Sun. Jun 23rd, 2024

World-First Tobacco Ban to Be Abolished in New Zealand

By knl9j Feb27,2024
World-First Tobacco Ban to Be Abolished in New Zealand

By Lucy Craymer

(Reuters) – WELLINGTON has been The government of New Zealand has announced that on Tuesday, they will abolish a world-first rule that prohibits the sale of tobacco to future generations. This, despite the fact that researchers and campaigners have warned of the possibility that people could die as a result of the laws.

The most stringent anti-tobacco regulations in the world are scheduled to go into effect in July. These regulations would have prohibited sales to anyone born after January 1, 2009, restricted the amount of nicotine that is included in smoked tobacco products, and reduced the number of tobacco shops by more than 90 percent.

In accordance with the plans that were previously disclosed, the new coalition government that was elected in October has indicated that the repeal will take place on Tuesday as a matter of urgency. This will allow the administration to get rid of the law without first soliciting public feedback.
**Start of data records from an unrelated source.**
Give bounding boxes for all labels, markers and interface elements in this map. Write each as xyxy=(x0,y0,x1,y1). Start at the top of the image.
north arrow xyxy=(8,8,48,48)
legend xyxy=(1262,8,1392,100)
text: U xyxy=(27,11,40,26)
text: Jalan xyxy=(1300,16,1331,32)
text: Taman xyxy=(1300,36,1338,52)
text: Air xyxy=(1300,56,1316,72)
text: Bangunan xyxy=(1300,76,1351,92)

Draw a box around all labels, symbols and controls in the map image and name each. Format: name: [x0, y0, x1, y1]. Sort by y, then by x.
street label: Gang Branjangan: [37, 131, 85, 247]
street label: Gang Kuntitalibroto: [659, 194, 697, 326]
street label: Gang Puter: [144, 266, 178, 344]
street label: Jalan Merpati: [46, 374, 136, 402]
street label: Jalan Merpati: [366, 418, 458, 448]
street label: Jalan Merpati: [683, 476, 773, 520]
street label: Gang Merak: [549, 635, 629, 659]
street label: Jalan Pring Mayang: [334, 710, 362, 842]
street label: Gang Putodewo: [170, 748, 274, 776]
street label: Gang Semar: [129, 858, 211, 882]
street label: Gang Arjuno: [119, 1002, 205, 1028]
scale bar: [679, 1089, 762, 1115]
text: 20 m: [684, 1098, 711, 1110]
Associate Health Minister Casey Costello stated that the coalition government was dedicated to eliminating smoking, but that they were adopting a different regulatory strategy in order to discourage the habit and limit the harm that it caused.
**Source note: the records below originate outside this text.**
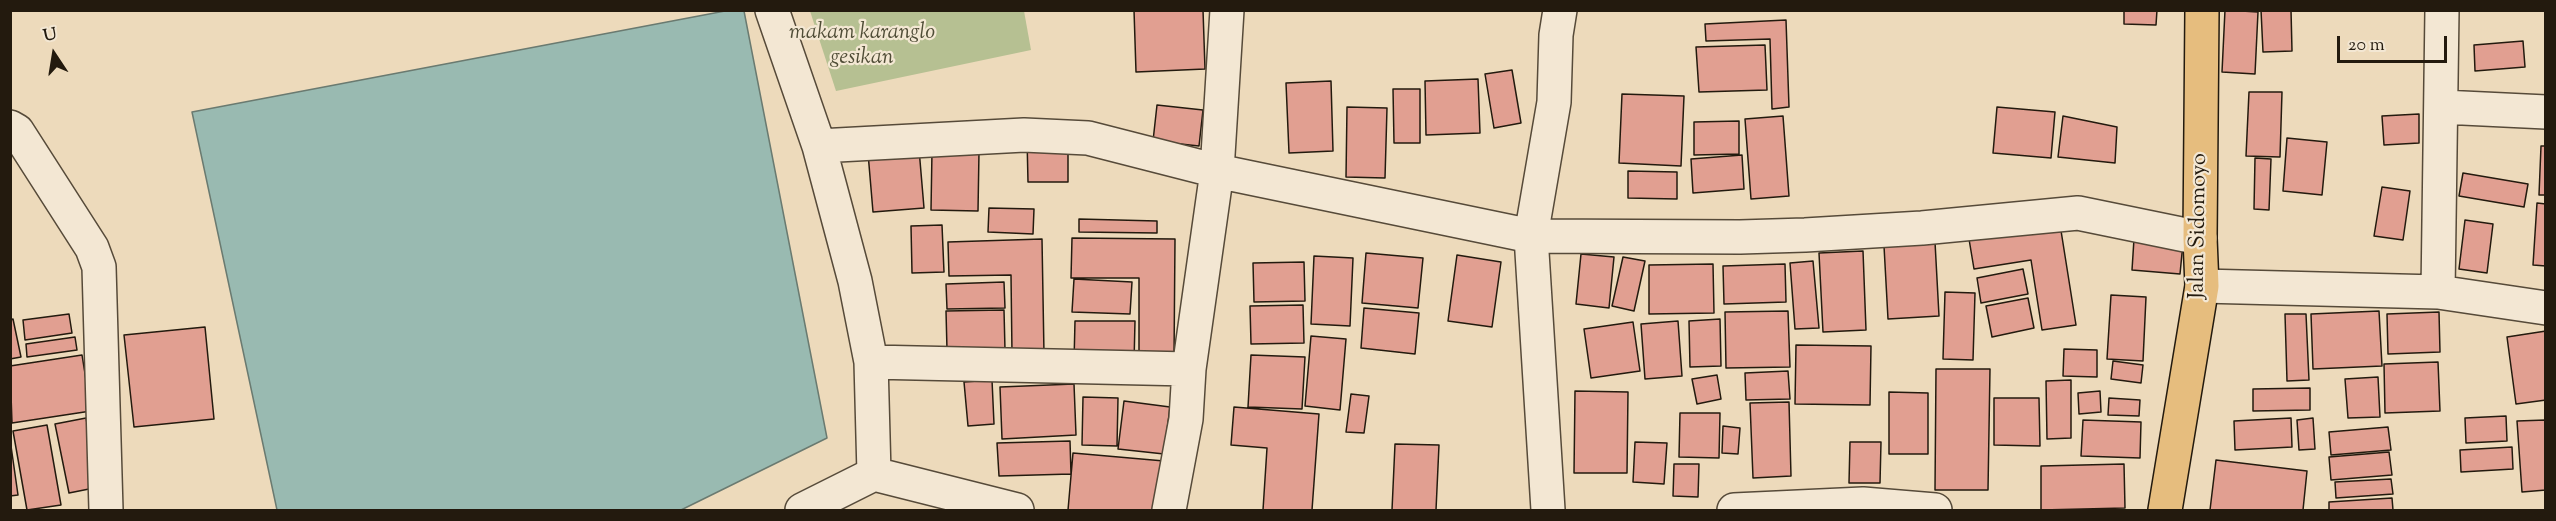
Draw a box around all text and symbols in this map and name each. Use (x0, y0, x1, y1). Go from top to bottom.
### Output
park label: makam karanglo gesikan (789, 21, 935, 72)
text: U (41, 23, 59, 49)
north arrow (24, 24, 84, 84)
scale bar (2340, 24, 2450, 62)
text: 20 m (2348, 33, 2385, 59)
street label: Jalan Sidomoyo (2186, 153, 2214, 299)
“I will soon be taking a package of measures to cabinet to increase the tools available to help people quit smoking,” said Costello. He also added that laws on vaping would be tightened in order to discourage young people from engaging in activities that involve vaping.
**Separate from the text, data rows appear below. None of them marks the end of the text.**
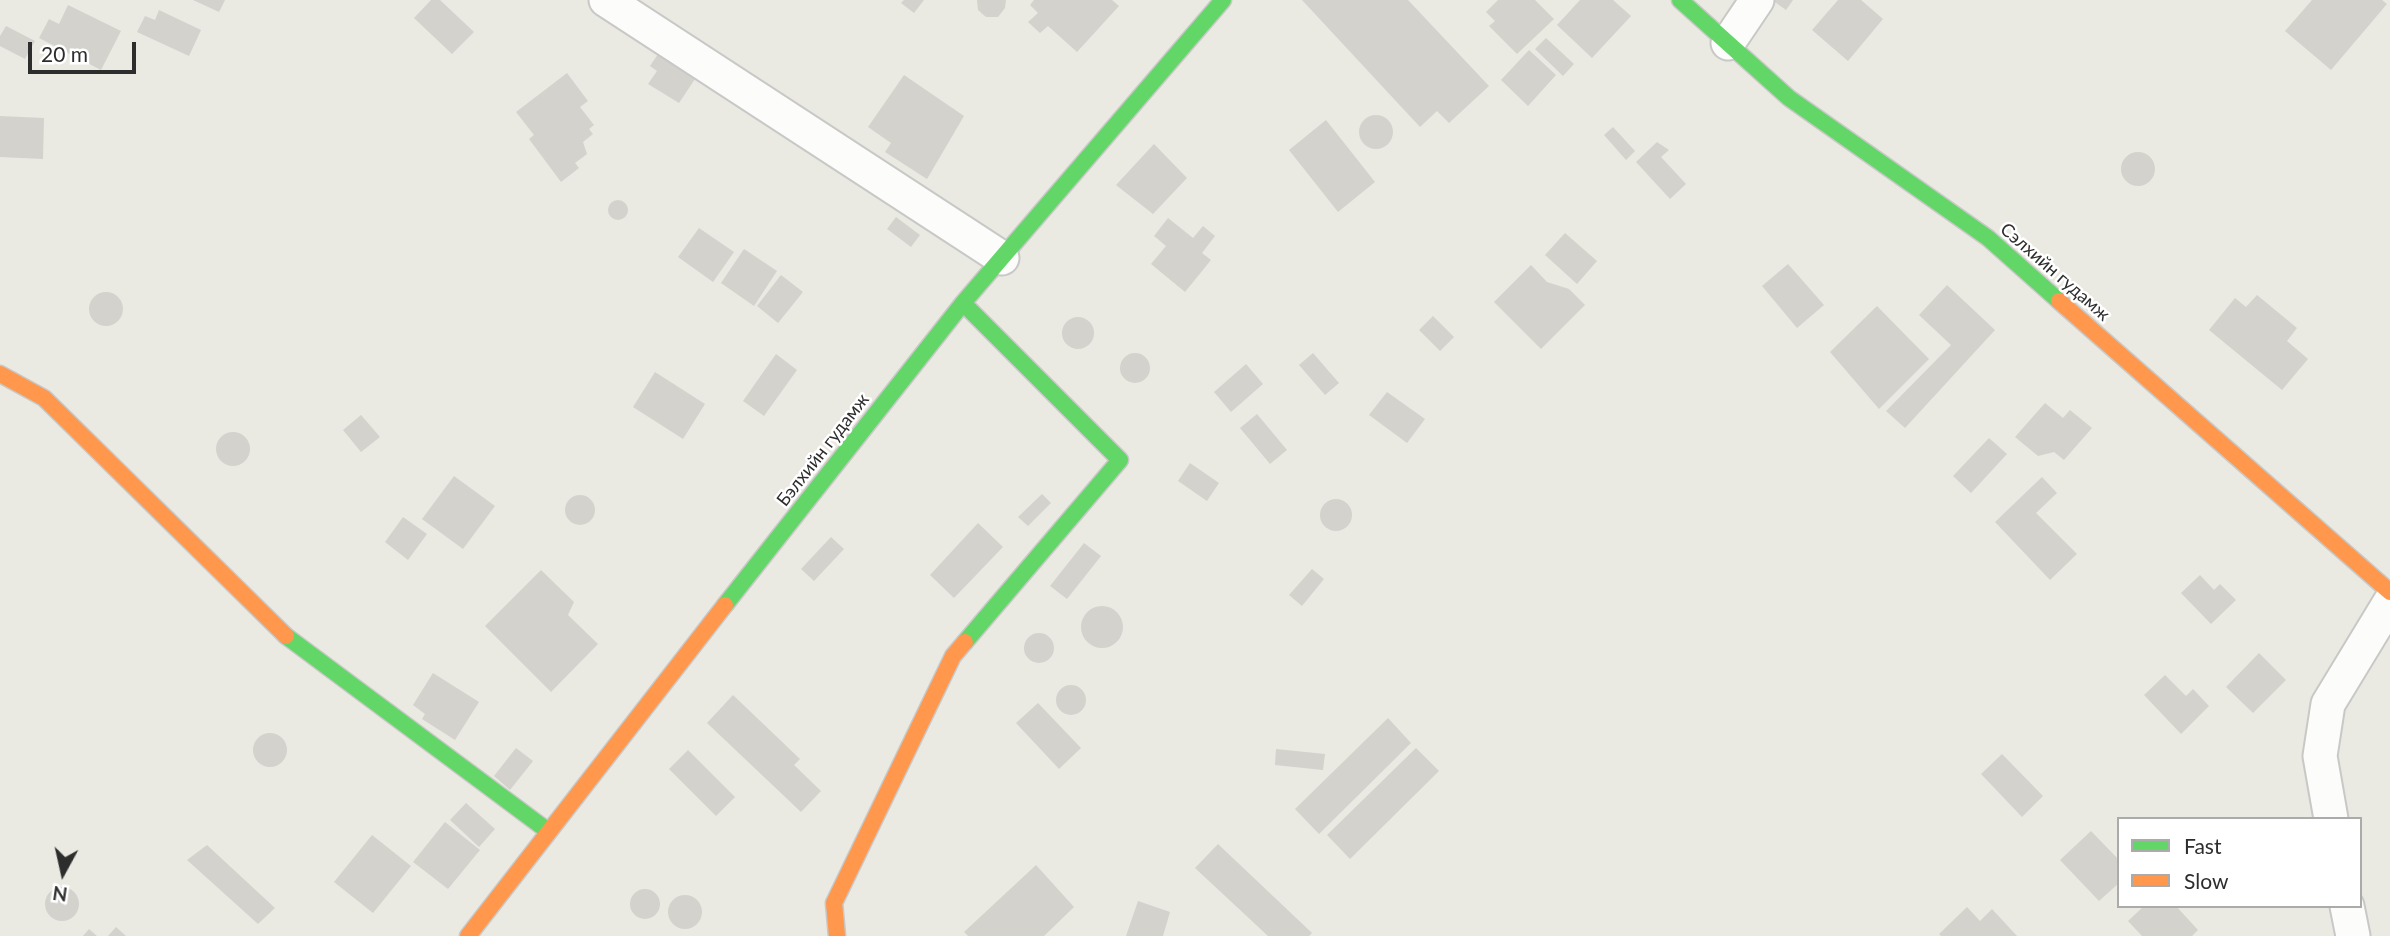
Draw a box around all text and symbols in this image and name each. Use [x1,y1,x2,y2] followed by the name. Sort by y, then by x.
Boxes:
[32,28,140,72] scale bar
[41,41,88,66] text: 20 m
[1996,219,2114,325] street label: Сэлхийн гудамж
[772,389,874,511] street label: Бэлхийн гудамж
[2117,817,2362,908] legend
[2184,833,2221,858] text: Fast
[28,838,98,908] north arrow
[2184,868,2228,893] text: Slow
[51,882,69,907] text: N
In addition to being highly attacked for the impact it is projected to have on health outcomes in New Zealand, the decision has also been met with criticism due to concerns that it may have a more significant impact on Maori and Pasifika communities, which are groups that have higher smoking rates.

According to Janet Hoek, a researcher at Otago University, repealing the law would go contrary to the findings of numerous studies, it would disregard the policies that are strongly supported by Maori leaders, and it would maintain existing health disparities.

Hoek, who is the co-director of a group that is researching different strategies to reduce smoking, stated that “large-scale clinical trials and modeling studies show that the legislation would have rapidly increased the rates of quitting among smokers and made it much harder for young people to start smoking.”